- **WORK REQUIRED**:
Each line that contains the word "background" is to be copied from the records below.

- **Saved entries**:
Segment Open

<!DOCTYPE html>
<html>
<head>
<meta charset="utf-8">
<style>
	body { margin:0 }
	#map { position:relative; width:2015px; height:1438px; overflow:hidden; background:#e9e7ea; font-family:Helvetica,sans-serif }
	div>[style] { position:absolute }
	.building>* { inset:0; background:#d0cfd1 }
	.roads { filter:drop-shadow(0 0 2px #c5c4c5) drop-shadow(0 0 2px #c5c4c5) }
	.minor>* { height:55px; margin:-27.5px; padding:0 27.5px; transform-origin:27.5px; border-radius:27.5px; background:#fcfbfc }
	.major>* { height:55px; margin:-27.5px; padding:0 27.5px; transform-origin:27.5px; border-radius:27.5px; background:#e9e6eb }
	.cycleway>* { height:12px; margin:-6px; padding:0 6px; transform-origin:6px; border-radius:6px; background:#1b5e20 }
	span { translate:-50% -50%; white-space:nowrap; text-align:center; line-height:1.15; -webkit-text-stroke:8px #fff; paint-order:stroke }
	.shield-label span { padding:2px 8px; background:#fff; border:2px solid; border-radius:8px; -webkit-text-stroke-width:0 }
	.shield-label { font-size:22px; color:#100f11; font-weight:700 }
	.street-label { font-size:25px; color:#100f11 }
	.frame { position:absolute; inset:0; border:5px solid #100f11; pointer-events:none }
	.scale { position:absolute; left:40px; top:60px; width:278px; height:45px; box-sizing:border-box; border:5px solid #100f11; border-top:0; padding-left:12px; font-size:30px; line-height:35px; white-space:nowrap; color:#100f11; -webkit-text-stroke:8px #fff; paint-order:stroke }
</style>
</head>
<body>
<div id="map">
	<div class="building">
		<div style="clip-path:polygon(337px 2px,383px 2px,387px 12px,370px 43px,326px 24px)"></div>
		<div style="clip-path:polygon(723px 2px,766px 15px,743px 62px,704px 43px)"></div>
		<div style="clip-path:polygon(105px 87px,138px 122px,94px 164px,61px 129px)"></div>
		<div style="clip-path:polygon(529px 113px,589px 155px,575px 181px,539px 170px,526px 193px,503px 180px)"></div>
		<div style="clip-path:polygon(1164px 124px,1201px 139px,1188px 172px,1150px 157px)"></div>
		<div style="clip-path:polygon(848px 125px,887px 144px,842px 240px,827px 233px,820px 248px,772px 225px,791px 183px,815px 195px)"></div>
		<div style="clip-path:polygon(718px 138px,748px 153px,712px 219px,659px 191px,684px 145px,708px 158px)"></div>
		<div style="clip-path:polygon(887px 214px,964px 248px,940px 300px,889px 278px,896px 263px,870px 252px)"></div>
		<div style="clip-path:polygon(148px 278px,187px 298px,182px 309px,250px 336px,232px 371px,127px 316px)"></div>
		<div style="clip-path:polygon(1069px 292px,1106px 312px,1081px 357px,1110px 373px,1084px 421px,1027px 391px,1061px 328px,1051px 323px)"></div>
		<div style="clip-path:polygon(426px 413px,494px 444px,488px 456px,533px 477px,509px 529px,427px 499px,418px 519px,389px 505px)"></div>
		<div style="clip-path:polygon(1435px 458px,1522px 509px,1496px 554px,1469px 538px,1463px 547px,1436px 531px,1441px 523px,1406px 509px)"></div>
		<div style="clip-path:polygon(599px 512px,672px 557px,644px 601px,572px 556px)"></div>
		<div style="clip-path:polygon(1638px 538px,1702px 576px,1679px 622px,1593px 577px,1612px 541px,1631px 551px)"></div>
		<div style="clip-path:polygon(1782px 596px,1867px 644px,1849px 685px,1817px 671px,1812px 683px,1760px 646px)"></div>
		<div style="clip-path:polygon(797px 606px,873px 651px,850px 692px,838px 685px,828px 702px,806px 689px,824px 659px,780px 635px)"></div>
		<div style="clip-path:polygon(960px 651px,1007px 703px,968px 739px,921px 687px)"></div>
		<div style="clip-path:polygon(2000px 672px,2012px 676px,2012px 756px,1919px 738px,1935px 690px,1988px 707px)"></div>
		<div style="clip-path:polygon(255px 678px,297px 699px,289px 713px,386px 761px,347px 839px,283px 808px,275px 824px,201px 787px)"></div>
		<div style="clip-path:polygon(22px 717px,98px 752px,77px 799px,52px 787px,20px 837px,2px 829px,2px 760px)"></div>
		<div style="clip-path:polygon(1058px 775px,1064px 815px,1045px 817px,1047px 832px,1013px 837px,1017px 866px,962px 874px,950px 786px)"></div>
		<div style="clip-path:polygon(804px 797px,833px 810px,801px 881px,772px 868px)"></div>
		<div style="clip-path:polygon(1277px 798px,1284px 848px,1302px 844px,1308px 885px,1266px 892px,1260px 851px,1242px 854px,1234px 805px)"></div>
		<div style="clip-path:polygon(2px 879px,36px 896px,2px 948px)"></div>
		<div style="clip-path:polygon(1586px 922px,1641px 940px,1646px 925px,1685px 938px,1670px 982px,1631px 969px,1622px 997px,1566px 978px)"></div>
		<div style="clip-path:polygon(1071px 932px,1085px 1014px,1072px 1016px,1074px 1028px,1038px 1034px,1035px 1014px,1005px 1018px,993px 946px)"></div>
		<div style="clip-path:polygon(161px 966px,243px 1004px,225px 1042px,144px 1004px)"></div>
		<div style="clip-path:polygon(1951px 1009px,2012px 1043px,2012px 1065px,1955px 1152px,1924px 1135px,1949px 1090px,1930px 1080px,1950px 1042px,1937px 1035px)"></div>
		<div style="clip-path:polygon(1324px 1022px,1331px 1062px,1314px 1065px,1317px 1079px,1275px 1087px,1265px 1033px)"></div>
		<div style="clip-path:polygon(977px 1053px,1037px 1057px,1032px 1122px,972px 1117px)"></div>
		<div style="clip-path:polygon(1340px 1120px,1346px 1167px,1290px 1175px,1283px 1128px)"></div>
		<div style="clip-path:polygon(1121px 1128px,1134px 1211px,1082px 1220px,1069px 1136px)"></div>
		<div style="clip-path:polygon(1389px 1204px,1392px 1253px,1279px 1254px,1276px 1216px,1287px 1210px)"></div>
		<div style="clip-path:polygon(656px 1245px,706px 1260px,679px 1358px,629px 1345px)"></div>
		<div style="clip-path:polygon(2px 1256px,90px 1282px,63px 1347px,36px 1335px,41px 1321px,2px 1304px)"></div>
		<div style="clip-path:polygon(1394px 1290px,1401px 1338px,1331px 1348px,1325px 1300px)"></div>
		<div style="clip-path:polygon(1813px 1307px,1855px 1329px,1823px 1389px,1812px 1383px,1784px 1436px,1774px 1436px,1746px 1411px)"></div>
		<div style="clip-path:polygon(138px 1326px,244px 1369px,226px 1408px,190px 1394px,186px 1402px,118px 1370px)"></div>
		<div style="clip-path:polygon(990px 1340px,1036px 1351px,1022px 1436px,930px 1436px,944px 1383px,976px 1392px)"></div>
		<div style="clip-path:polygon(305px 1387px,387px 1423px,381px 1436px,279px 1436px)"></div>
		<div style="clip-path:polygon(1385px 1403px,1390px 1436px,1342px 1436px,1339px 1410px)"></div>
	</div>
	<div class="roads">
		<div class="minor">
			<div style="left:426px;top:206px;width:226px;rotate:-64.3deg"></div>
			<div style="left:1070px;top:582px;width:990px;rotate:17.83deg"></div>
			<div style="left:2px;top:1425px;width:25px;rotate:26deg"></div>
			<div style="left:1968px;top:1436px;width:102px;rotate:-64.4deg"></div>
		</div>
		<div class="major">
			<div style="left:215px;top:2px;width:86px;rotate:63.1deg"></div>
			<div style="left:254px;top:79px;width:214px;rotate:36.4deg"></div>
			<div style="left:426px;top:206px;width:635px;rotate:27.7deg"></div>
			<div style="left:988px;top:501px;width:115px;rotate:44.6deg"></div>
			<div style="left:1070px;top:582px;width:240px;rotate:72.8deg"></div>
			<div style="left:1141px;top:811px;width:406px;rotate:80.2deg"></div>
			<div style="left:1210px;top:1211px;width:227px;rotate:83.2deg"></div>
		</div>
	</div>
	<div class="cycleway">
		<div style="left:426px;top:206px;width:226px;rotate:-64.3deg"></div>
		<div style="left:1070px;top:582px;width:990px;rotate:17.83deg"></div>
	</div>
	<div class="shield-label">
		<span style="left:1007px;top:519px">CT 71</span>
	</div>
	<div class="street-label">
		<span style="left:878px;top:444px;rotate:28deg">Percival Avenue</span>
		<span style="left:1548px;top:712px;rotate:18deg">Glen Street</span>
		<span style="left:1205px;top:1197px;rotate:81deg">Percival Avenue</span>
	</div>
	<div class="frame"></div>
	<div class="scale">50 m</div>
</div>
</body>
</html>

Segment Closed

- **ANSWER BELOW**:
	#map { position:relative; width:2015px; height:1438px; overflow:hidden; background:#e9e7ea; font-family:Helvetica,sans-serif }
	.building>* { inset:0; background:#d0cfd1 }
	.minor>* { height:55px; margin:-27.5px; padding:0 27.5px; transform-origin:27.5px; border-radius:27.5px; background:#fcfbfc }
	.major>* { height:55px; margin:-27.5px; padding:0 27.5px; transform-origin:27.5px; border-radius:27.5px; background:#e9e6eb }
	.cycleway>* { height:12px; margin:-6px; padding:0 6px; transform-origin:6px; border-radius:6px; background:#1b5e20 }
	.shield-label span { padding:2px 8px; background:#fff; border:2px solid; border-radius:8px; -webkit-text-stroke-width:0 }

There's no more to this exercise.